» Aim of the exercise: Write out exactly the lines from the first line of the records below through the line that contains "display:flex; align-items:center; gap:8px;", and stop there.

» Data under study:

=== Begin Enclosure ===

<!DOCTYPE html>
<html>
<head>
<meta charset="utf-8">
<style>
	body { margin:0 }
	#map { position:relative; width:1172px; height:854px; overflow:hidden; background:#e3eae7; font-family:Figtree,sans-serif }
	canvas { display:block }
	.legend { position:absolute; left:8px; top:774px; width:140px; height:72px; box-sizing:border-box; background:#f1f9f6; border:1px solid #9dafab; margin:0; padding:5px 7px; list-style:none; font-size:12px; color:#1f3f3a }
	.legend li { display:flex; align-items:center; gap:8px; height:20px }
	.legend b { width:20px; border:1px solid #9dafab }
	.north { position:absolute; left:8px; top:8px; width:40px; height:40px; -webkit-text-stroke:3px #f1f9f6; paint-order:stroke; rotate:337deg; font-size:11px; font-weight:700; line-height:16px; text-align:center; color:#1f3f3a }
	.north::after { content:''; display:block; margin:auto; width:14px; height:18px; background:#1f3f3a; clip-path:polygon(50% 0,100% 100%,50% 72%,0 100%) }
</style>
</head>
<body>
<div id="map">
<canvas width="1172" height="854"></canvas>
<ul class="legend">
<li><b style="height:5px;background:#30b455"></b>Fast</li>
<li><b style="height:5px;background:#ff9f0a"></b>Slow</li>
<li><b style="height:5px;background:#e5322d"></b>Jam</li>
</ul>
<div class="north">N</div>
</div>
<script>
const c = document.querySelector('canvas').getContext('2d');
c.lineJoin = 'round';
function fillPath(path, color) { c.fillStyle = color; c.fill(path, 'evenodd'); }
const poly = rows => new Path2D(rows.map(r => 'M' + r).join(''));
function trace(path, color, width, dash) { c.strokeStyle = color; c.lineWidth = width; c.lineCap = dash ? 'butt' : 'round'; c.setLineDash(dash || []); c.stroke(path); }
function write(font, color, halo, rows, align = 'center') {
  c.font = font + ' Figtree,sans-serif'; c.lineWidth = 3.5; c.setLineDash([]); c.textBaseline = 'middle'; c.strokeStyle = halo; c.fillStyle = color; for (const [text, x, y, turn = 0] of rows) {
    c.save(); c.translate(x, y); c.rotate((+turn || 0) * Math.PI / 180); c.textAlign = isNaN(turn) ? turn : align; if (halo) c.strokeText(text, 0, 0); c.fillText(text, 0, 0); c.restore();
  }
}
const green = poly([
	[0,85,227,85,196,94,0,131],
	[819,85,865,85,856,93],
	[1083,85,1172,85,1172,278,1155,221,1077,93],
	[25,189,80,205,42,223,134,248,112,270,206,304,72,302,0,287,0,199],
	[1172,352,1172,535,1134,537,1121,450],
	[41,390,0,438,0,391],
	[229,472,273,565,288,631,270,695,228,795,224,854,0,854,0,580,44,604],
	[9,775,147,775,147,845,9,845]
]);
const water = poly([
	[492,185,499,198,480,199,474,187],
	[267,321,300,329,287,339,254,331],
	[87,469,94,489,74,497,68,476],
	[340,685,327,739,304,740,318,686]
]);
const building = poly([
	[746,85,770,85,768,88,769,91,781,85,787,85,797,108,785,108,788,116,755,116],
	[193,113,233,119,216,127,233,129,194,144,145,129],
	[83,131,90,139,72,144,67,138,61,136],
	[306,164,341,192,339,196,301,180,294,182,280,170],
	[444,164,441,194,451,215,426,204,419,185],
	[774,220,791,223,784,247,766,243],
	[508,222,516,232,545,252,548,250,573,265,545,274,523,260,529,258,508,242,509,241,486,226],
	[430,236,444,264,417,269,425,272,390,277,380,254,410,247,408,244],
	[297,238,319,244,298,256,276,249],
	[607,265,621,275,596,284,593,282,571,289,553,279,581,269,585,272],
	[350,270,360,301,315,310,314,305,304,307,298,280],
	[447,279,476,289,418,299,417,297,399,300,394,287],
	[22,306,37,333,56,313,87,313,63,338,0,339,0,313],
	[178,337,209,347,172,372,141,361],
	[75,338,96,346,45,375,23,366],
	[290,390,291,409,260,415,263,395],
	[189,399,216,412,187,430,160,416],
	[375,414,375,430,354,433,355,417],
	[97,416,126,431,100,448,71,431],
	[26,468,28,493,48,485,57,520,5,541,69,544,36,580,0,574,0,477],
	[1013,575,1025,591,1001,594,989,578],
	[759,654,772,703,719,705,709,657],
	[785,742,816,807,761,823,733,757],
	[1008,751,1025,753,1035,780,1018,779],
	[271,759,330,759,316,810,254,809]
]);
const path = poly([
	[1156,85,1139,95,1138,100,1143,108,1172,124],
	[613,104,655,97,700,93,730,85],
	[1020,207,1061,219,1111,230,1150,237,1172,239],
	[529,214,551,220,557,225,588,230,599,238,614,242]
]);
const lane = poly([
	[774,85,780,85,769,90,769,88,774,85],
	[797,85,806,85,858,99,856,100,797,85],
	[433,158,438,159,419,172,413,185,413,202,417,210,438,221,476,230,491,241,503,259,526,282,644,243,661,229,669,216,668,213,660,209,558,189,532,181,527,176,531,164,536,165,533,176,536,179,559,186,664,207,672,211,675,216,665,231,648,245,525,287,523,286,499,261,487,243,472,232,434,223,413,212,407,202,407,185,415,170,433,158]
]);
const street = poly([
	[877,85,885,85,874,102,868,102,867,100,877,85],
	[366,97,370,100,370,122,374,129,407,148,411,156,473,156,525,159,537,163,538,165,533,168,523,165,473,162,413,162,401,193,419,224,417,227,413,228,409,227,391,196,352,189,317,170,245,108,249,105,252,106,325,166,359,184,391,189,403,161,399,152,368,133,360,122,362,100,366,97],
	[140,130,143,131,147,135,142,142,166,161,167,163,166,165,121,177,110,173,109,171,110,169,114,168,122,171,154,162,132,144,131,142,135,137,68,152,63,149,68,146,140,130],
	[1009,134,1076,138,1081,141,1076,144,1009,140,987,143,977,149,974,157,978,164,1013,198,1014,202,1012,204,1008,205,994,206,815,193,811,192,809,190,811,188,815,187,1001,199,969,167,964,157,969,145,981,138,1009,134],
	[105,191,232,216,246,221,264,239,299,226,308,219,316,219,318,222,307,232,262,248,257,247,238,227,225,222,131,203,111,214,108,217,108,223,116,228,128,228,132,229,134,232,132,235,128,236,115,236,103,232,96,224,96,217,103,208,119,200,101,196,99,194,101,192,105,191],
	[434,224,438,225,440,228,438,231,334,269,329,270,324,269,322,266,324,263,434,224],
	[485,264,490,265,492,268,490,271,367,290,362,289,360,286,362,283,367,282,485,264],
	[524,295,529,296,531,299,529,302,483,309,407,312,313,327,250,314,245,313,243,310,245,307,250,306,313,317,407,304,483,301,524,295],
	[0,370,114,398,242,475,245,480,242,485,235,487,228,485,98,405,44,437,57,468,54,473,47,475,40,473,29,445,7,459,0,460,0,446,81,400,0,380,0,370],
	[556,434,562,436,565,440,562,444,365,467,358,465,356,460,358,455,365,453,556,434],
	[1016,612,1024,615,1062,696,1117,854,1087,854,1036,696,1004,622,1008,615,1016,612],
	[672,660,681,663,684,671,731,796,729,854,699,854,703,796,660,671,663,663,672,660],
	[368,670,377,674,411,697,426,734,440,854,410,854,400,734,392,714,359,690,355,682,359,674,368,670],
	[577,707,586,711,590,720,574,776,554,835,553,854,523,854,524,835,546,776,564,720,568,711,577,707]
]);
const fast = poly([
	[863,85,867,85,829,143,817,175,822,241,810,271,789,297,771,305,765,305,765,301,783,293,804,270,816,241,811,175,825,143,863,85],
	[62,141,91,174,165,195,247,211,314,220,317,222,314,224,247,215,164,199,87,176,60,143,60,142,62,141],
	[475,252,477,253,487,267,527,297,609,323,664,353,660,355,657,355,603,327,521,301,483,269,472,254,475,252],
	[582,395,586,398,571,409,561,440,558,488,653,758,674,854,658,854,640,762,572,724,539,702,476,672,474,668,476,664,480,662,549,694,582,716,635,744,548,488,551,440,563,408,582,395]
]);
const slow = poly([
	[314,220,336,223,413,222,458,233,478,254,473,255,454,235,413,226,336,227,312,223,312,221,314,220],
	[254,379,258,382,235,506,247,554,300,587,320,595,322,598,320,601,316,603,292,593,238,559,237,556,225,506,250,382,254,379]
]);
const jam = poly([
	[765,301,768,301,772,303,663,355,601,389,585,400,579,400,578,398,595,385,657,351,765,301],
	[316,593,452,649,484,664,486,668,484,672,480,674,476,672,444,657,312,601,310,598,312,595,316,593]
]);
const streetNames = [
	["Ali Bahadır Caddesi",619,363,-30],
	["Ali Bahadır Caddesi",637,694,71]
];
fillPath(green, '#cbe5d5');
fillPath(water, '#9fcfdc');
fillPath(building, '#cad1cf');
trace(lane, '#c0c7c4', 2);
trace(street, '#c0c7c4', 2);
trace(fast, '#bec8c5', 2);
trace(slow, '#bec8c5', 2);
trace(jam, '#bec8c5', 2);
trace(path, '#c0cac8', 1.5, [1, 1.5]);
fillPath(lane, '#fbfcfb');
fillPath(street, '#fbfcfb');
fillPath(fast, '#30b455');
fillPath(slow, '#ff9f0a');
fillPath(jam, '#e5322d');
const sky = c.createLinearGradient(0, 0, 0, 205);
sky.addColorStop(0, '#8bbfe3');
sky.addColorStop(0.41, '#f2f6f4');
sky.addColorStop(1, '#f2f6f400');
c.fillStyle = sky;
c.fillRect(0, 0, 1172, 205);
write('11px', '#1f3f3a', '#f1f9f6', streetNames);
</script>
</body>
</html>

=== End Enclosure ===

» Solution to this problem:
<!DOCTYPE html>
<html>
<head>
<meta charset="utf-8">
<style>
	body { margin:0 }
	#map { position:relative; width:1172px; height:854px; overflow:hidden; background:#e3eae7; font-family:Figtree,sans-serif }
	canvas { display:block }
	.legend { position:absolute; left:8px; top:774px; width:140px; height:72px; box-sizing:border-box; background:#f1f9f6; border:1px solid #9dafab; margin:0; padding:5px 7px; list-style:none; font-size:12px; color:#1f3f3a }
	.legend li { display:flex; align-items:center; gap:8px; height:20px }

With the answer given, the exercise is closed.